Sometimes the monolith was still standing on stage, acting as a kind of video screen, as during Timberlake’s performance of “Drown”. For that song, video screens appeared to transform the monolith into a giant water tank, with a huge figure of Timberlake inside, struggling like a hapless Houdini to escape the box as the water level slowly rose. “You let me down,” Timberlake sang. “You didn’t even try to save me.”

Justin Timberlake showcases his many musical talents during his The Forget Tomorrow World Tour.

Justin Timberlake showcases his many musical talents during his The Forget Tomorrow World Tour.

At times the monolith’s surfaces swirled with psychedelic, cosmic or meteorological images. Meanwhile, the background screen presented close-ups of the singer and musicians alternating with depictions of strange environments (an almost apocalyptic desert landscape) and flashing words: “LOVE,” “SEX.” As overwhelming as his surroundings were, Timberlake remained in syncopated movements, striking poses, embracing partners and performing stuttering Michael Jackson-influenced dance moves.

After performing the hit “Cry Me a River” and more than a dozen other songs, Timberlake and nine of the Tennessee Kids left the big main stage and made their way across the packed FedExForum floor to the smaller one, to the delight of the crowd. , more intimate deejay scene where they performed gentler tracks (“Flame”, “Selfish”). “Hold on, I’m comin’,” Timberlake said during the short journey, paying homage to the 1966 hit by Stax legends Sam & Dave.
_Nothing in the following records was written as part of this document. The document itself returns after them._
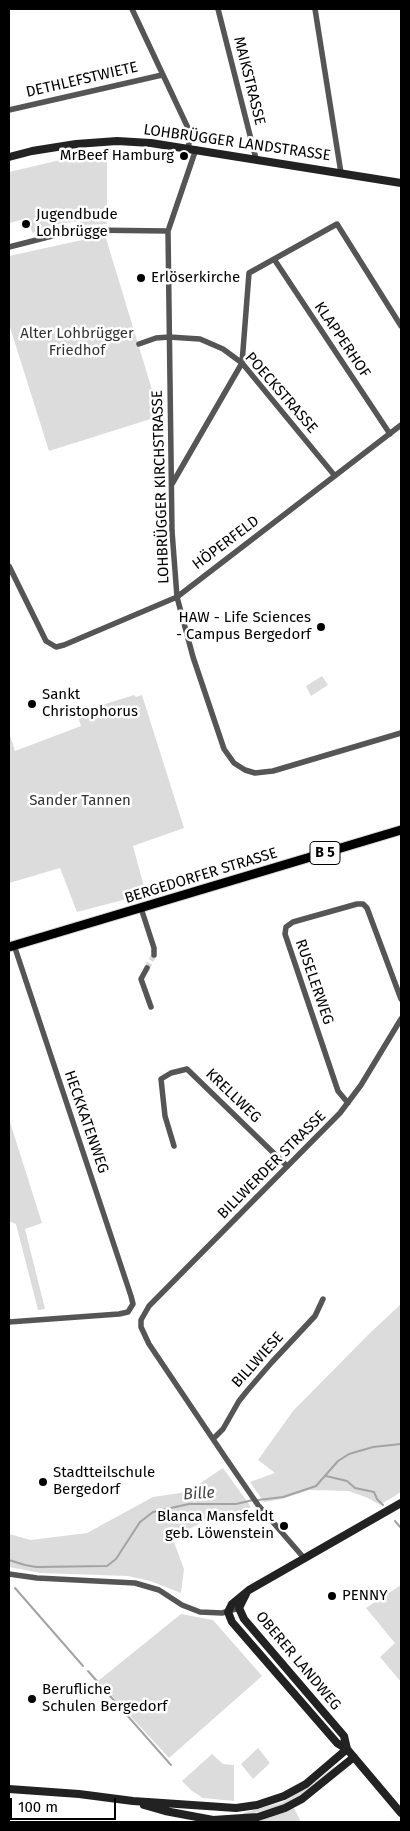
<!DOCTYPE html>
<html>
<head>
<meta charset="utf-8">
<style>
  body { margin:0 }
  #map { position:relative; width:410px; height:1831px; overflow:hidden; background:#fff; font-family:"Fira Sans",sans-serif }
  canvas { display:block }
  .frame { position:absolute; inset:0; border:10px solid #000; pointer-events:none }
  .scale { position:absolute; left:10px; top:1798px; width:106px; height:22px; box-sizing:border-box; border:2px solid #000; border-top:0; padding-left:6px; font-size:15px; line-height:18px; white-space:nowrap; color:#000; -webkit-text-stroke:4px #fff; paint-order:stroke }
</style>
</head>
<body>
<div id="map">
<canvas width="410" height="1831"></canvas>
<div class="frame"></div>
<div class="scale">100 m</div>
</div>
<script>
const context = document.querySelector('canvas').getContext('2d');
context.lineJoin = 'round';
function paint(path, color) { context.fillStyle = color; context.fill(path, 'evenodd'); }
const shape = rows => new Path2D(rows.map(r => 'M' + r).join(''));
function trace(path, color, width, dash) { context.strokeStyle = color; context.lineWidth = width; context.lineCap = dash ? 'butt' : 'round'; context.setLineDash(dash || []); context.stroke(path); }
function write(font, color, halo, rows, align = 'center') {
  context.font = font + ' "Fira Sans",sans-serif'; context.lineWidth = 5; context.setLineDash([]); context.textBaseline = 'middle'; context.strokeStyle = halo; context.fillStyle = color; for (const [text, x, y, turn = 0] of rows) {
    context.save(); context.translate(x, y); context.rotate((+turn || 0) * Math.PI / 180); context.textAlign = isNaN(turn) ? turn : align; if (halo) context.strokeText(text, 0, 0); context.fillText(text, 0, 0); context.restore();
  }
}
paint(shape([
  [107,154,107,224,81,225,80,221,58,224,32,233,29,218,9,223,9,172,73,157],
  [105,235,160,416,49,451,9,324,9,256],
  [322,676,328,685,311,696,306,686],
  [134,695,136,697,142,695,184,828,133,846,146,894,77,912,60,868,9,883,9,732,15,751,81,726,77,713],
  [9,1119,42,1223,25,1229,45,1309,38,1310,16,1224,9,1221],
  [401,1304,401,1492,380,1505,368,1498,349,1491,309,1490,282,1499,264,1502,250,1482,275,1473,258,1460,293,1411,369,1334],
  [223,1468,251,1507,236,1516,216,1516,172,1537,184,1569,181,1593,150,1581,128,1576,41,1573,9,1567,9,1534,31,1540,87,1533,153,1497,187,1492],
  [401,1585,401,1682,380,1657,395,1643,366,1608],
  [181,1614,213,1620,262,1676,169,1758,98,1681],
  [258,1748,270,1763,253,1779,241,1764],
  [212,1754,223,1764,234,1765,234,1801,203,1798,192,1791,182,1781],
  [335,1766,336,1768,302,1795,284,1805,243,1816,243,1813,283,1802,313,1784],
  [294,1808,301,1822,256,1822,257,1821]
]), '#dcdcdc');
trace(shape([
  [326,1476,347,1481,355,1488,374,1492,377,1499,383,1505],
  [258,1500,283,1497,316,1486,338,1461,349,1454,373,1447,401,1444],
  [395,1521,401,1528],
  [9,1560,25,1565,36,1567,107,1566,116,1559,140,1522,153,1512,189,1504,236,1504,253,1500],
  [15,1588,83,1666],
  [88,1671,171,1765]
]), '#a3a3a3', 2);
trace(shape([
  [147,968,154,955]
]), '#d9d9d9', 5.5, [5.5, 3]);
const primary = shape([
  [9,947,401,830]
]);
trace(primary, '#dbdbdb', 11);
trace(shape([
  [132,9,188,128,190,139,188,148],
  [218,9,256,159],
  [315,9,341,173],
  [9,110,162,75],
  [196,149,168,231,172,531,177,597,193,657,224,749,234,763,245,770,255,773,273,771,401,733],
  [9,247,56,235,87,230,168,231],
  [274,259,390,434],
  [139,344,156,338,169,337,200,339,223,349,242,363,335,476],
  [172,484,242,363,249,273,337,224,401,326],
  [9,566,46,641,56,647,64,645,177,597,401,425],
  [141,908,154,948,154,955],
  [147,968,141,979,151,1007],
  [348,1103,338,1091,285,934,286,927,293,922,357,904,363,904,367,908,401,999],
  [174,1146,165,1116,161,1079,171,1073,187,1069,287,1166],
  [9,1322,119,1314,128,1312,133,1304,131,1296,14,945],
  [213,1439,223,1429,239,1401,247,1391,272,1362,315,1316,323,1299],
  [304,1558,258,1505,225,1457,149,1344,141,1327,141,1320,149,1306,340,1113,361,1085,401,1019],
  [9,1574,37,1578,135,1583,159,1590,182,1605,200,1612,222,1613,239,1608]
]), '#555', 5.5);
trace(shape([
  [9,157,32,151,76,144,117,141,151,143,401,183],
  [401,1503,249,1590,232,1604,228,1612,232,1622,337,1743,347,1749,401,1813],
  [246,1594,239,1608,244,1619,344,1736,347,1749],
  [9,1789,79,1794,133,1801,236,1808,257,1805,284,1796,306,1784,347,1749],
  [144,1805,165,1811,213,1820,258,1817,285,1808,302,1799,354,1757]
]), '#222', 8);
trace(primary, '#000', 9);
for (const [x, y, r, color] of [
  [184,156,5,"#000"],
  [26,224,5,"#000"],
  [141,278,5,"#000"],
  [321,627,5,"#000"],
  [32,704,5,"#000"],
  [43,1482,5,"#000"],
  [284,1526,5,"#000"],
  [332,1596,5,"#000"],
  [32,1699,5,"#000"]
]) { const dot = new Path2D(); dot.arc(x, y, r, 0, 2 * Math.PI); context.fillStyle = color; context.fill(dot); trace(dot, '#fff', 2); }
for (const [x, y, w] of [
  [325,853,30]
]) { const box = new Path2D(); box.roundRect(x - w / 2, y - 11.5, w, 23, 4); context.fillStyle = '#fff'; context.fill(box); trace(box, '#000', 1); }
write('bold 14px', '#000', null, [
  ["B 5",325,853]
]);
write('15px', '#000', '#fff', [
  ["DETHLEFSTWIETE",82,80,-13],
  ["MAIKSTRASSE",249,81,76],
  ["LOHBRÜGGER LANDSTRASSE",237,143,8],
  ["KLAPPERHOF",342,340,56],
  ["POECKSTRASSE",281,393,49],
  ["LOHBRÜGGER KIRCHSTRASSE",161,487,-92],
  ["HÖPERFELD",226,543,-37],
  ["BERGEDORFER STRASSE",201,876,-17],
  ["RUSELERWEG",314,982,71],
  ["KRELLWEG",233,1096,44],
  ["HECKKATENWEG",86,1122,71],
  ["BILLWERDER STRASSE",272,1165,-45],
  ["BILLWIESE",258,1360,-48],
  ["OBERER LANDWEG",298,1661,50]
]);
write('15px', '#000', '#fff', [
  ["MrBeef Hamburg",174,156,"right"],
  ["Jugendbude",36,215],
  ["Lohbrügge",36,232],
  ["Erlöserkirche",151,278],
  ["HAW - Life Sciences",311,618,"right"],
  ["- Campus Bergedorf",311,635,"right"],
  ["Sankt",42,695],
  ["Christophorus",42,712],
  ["Stadtteilschule",53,1473],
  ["Bergedorf",53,1490],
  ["Blanca Mansfeldt",274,1517,"right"],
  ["geb. Löwenstein",274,1534,"right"],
  ["PENNY",342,1596],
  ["Berufliche",42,1690],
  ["Schulen Bergedorf",42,1707]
], 'left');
write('15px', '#333', '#fff', [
  ["Alter Lohbrügger",77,334],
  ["Friedhof",77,351],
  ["Sander Tannen",80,801]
]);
write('italic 16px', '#444', '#fff', [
  ["Bille",199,1494,-4]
]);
</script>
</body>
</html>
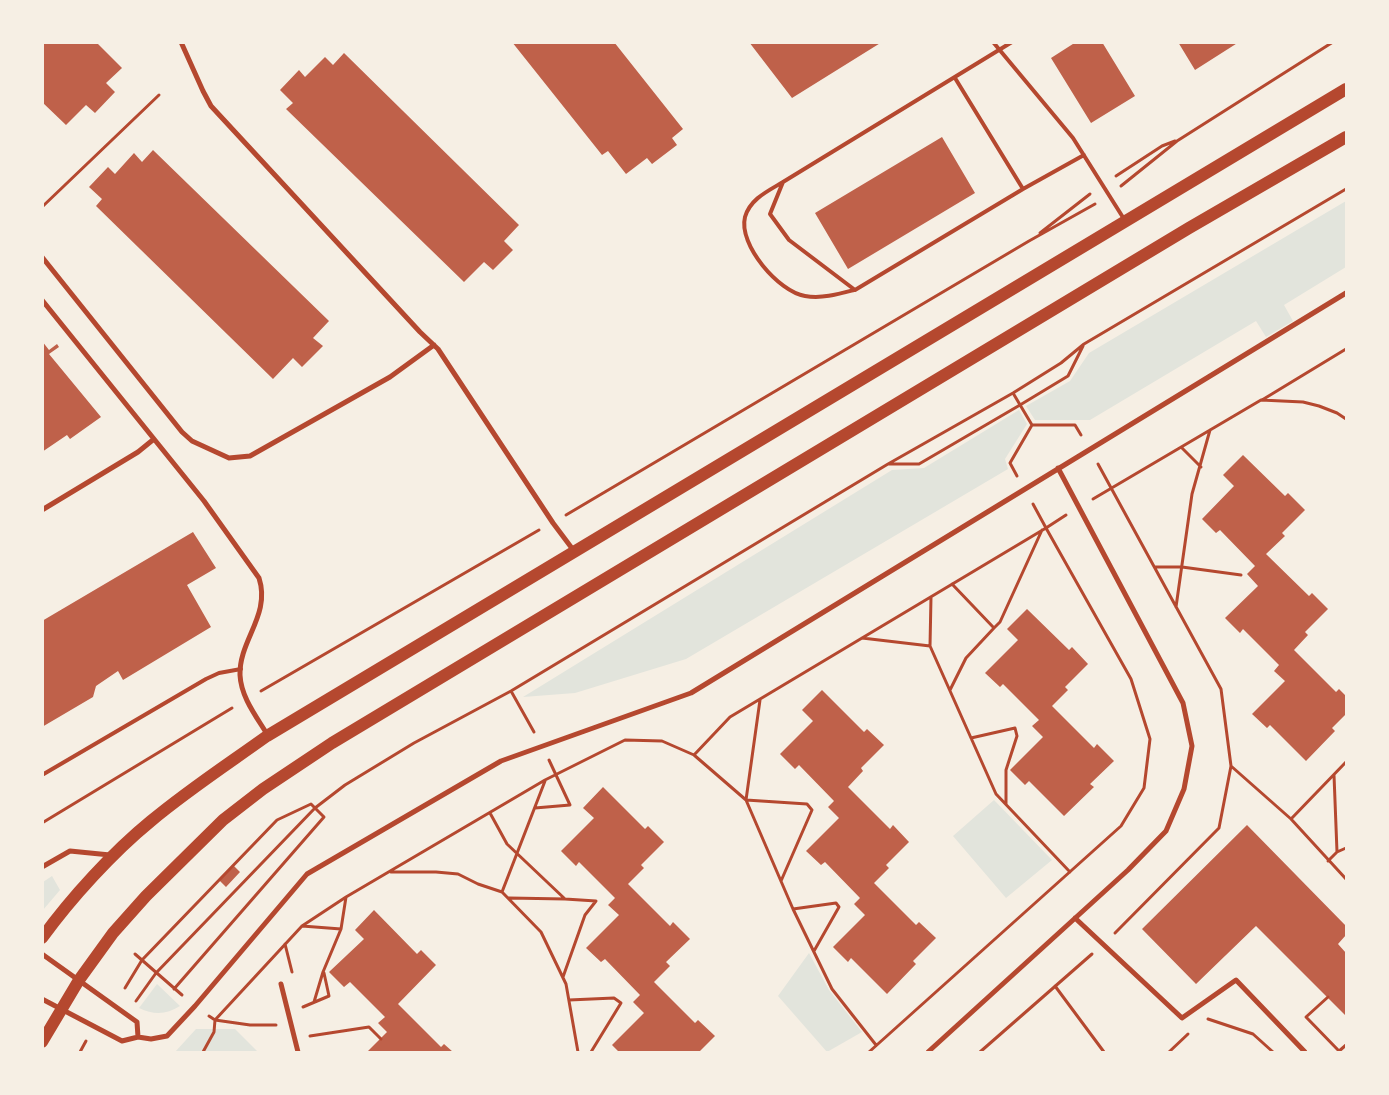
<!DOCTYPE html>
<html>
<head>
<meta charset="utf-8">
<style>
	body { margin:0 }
	#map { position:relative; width:1389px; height:1095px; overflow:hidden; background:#f6efe4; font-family:Quicksand,sans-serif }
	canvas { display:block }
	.frame { position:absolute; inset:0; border:44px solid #f6efe4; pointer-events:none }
</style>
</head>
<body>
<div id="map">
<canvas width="1389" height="1095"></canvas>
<div class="frame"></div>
</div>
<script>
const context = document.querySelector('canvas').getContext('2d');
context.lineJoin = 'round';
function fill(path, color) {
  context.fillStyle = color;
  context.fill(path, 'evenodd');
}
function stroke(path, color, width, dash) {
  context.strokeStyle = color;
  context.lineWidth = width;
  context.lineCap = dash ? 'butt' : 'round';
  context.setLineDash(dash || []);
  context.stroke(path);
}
const green = new Path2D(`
	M 1346,201 L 1346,267 L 1284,305 L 1293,321 L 1266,337 L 1256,321 L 1090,420 L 1035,420 L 1026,406 L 1070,381 L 1089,353 Z
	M 1019,410 L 1027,424 L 1005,459 L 1008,469 L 686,659 L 575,693 L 523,697 L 892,470 L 924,468 Z
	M 994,800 L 1052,860 L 1006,898 L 953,836 Z
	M 52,876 L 60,890 L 43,910 L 43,882 Z
	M 809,953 L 829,990 L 862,1032 L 827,1052 L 778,996 Z
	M 157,984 L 180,1006 C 166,1015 154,1015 139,1008 Z
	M 196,1029 L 235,1029 L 258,1052 L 175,1052 Z`);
const building = new Path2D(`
	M 42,42 L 96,42 L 122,68 L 106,83 L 115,92 L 95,113 L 86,105 L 66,125 L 42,102 Z
	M 512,42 L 614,42 L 683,129 L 672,138 L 677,145 L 652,164 L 647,158 L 626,174 L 608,151 L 602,155 Z
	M 749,42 L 882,42 L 792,98 Z
	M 1076,42 L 1102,42 L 1135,96 L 1091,123 L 1051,58 Z
	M 1178,42 L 1239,42 L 1195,70 Z
	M 344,53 L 519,225 L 504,241 L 513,250 L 493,270 L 484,262 L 464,282 L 286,109 L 293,103 L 280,90 L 299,70 L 305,77 L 325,57 L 333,65 Z
	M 942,137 L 975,193 L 848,269 L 815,213 Z
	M 153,150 L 329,321 L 313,338 L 323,346 L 302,367 L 293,358 L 273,379 L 96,206 L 102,199 L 89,187 L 108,167 L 115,174 L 134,153 L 142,162 Z
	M 42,341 L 49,350 L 57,344 L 59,347 L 49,354 L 101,417 L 70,439 L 67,435 L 42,452 Z
	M 1243,455 L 1285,496 L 1288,493 L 1305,510 L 1282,533 L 1285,536 L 1266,554 L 1309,596 L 1312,593 L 1328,609 L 1305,632 L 1308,635 L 1294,650 L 1336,692 L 1339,689 L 1346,696 L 1346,714 L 1332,728 L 1335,731 L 1306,761 L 1270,725 L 1267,728 L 1252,714 L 1285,681 L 1274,671 L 1279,665 L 1243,629 L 1240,633 L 1225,618 L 1258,586 L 1247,574 L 1255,566 L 1220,530 L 1216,533 L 1202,519 L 1234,486 L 1223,475 Z
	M 193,532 L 216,568 L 187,585 L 211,627 L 123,680 L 118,671 L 96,686 L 93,697 L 42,727 L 42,621 Z
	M 1027,609 L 1069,650 L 1072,647 L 1088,664 L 1065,687 L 1068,690 L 1052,706 L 1094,748 L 1097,744 L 1114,761 L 1090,784 L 1094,787 L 1064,816 L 1029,781 L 1025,785 L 1010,770 L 1043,737 L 1032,726 L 1039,720 L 1003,684 L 1000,687 L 985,673 L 1018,640 L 1007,629 Z
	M 822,690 L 864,732 L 867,729 L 884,745 L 861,768 L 863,771 L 848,787 L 890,829 L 893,825 L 909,842 L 886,865 L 889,868 L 874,883 L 916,925 L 919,922 L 936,938 L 913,961 L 916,964 L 887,994 L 851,958 L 848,962 L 833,947 L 865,915 L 854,904 L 860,898 L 825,862 L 821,865 L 806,851 L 839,818 L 828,807 L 834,801 L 799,765 L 795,769 L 780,754 L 813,721 L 802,710 Z
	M 603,787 L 645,829 L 648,826 L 664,842 L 641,865 L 644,868 L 628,884 L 670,926 L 673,922 L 690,939 L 666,962 L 670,966 L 654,982 L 695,1023 L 698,1020 L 715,1036 L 699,1052 L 619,1052 L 612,1045 L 644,1013 L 633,1002 L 640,995 L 605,959 L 601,962 L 586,948 L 619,915 L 608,905 L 615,898 L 579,862 L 576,866 L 561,851 L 594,818 L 583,808 Z
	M 1247,825 L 1346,926 L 1346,935 L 1338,944 L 1346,953 L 1346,1016 L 1256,926 L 1196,984 L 1142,929 Z
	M 233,865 L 240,872 L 226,887 L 219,880 Z
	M 374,910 L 417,954 L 421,950 L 436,965 L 398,1004 L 441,1047 L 444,1044 L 453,1052 L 367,1052 L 387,1032 L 378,1023 L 385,1017 L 350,982 L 344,987 L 329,972 L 364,939 L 355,930 Z`);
const path = new Path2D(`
	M 1116,176 L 1162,146 L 1175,141
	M 1121,186 L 1177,141 L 1333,42
	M 42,207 L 159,95
	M 1040,233 L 1090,194
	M 1013,393 L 1032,425 L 1010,463 L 1017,476
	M 1262,400 L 1346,349
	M 1032,425 L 1075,425 L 1081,435
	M 1181,447 L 1201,467
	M 889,464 L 919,464 L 1020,405 L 1068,376 L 1083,346
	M 1098,464 L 1221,689 L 1231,766 L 1291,819 L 1346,879
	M 1093,499 L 1261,400 L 1303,402 L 1319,406 L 1337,413 L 1346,419
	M 1033,504 L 1046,528 L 1066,515
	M 566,515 L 1029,241 L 1095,204
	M 1155,567 L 1182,567 L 1241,575
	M 1176,607 L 1192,494 L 1210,430
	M 994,628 L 1000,622 L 1042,530
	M 862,638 L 930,646 L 996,794 L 1070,872
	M 930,646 L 931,597
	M 950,690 L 966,658 L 994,628 L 952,584
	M 261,691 L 539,530
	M 511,691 L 534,732
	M 760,700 L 746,800 L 807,804 L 812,810 L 781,881
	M 971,738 L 1015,728 L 1017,736 L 1006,770 L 1006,804
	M 694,755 L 730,717 L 1046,528 L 1131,679 L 1150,739 L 1144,788 L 1121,826 L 869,1052
	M 535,808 L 570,805 L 549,760
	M 490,813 L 507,844 L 565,899 L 596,901 L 585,915 L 563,977
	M 1291,819 L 1346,762
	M 42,823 L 232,708
	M 1337,852 L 1346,848
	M 1328,861 L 1337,852 L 1334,775
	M 391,872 L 436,872 L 458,874 L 478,884 L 502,892 L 541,932 L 566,984 L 578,1052
	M 502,892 L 545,781
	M 509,898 L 565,899
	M 793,909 L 836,903 L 839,907 L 814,951
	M 302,926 L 341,929
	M 1115,933 L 1219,828 L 1231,766
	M 285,944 L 292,972
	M 135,954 L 182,995
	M 1055,986 L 1104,1052
	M 125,988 L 142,960 L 277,820 L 311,804 L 324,817 L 174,989
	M 1328,997 L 1306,1017 L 1339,1051
	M 569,1000 L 614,998 L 621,1003 L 591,1052
	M 136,1001 L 156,973 L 315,808 L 345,785 L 414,743 L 511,691 L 888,464 L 1013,393 L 1061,363 L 1084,344 L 1346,189
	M 314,1002 L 323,972 L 341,929 L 346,897
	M 303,1007 L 329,996 L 324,973
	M 209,1016 L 215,1020 L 302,926 L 346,897 L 545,780 L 625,740 L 662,741 L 694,755 L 746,800 L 793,909 L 832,989 L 876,1045
	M 1208,1019 L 1253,1034 L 1273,1052
	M 310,1036 L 369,1027 L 381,1039
	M 80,1052 L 86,1041
	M 203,1052 L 214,1032 L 215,1020 L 250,1025 L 276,1025
	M 980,1052 L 1092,954
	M 1169,1052 L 1188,1034
	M 1338,1052 L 1346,1045`);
const service = new Path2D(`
	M 993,42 L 1073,138 L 1124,219
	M 1012,42 L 783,182 L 770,214 L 789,240 L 855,290 L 1023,189 L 1084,155
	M 955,78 L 1023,189
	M 783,182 C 768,191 750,199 745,217 C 738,245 779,292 805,296 C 822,299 839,294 854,290
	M 42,775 L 206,679 L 219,673 L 241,669`);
const minor = new Path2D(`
	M 181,42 L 203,91 L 211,106 L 420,332 L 438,349 L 553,523 L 574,551
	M 42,257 L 182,432 L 192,441 L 229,458 L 250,456 L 390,377 L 434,345
	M 42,300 L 204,501 L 259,578 C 271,615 239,640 240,675 C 241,697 256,716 267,734
	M 42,510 L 138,452 L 154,439
	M 42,867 L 70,851 L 110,855
	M 1075,918 L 1182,1018 L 1236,980 L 1305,1052
	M 42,954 L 137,1022 L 138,1037
	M 281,984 L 298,1052
	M 42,999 L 122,1041 L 138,1037 L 151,1039 L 167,1036 L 195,1006 L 307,874 L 501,761 L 691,693 L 1346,293
	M 928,1052 L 1128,870 L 1166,831 L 1184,789 L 1192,746 L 1183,703 L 1058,468`);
const primary = new Path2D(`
	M 42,938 C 71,898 113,852 151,821 C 188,790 228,764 267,736 L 1346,89
	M 42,1042 L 79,980 L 113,933 L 146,896 L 223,820 L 263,789 L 332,743 L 1189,228 L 1346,137`);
fill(green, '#e2e4dc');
fill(building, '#bf614a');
stroke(path, '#b5482f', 3);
stroke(service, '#b5482f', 4);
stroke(minor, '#b5482f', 5);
stroke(primary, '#b5482f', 12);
</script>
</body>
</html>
The entourage returned to the main stage for what was essentially the concert’s grand finale, the one-two-three punch of Timberlake’s most familiar, danceable and arguably irresistible songs, “Can’t Stop the Feeling!”, “Rock Your Body” and “SexyBack.”

As fans filed out of FedExForum after the show, many grabbed a souvenir that had established the evening’s positive vibe even before Timberlake took the stage: an 8 x 12 sheet of paper which was printed with retro-futuristic lettering that suggested. of old computers, “YOU LOVED UNTIL THE END OF TIME.” A sheet of paper with that message had been placed on every seat in the FedExForum.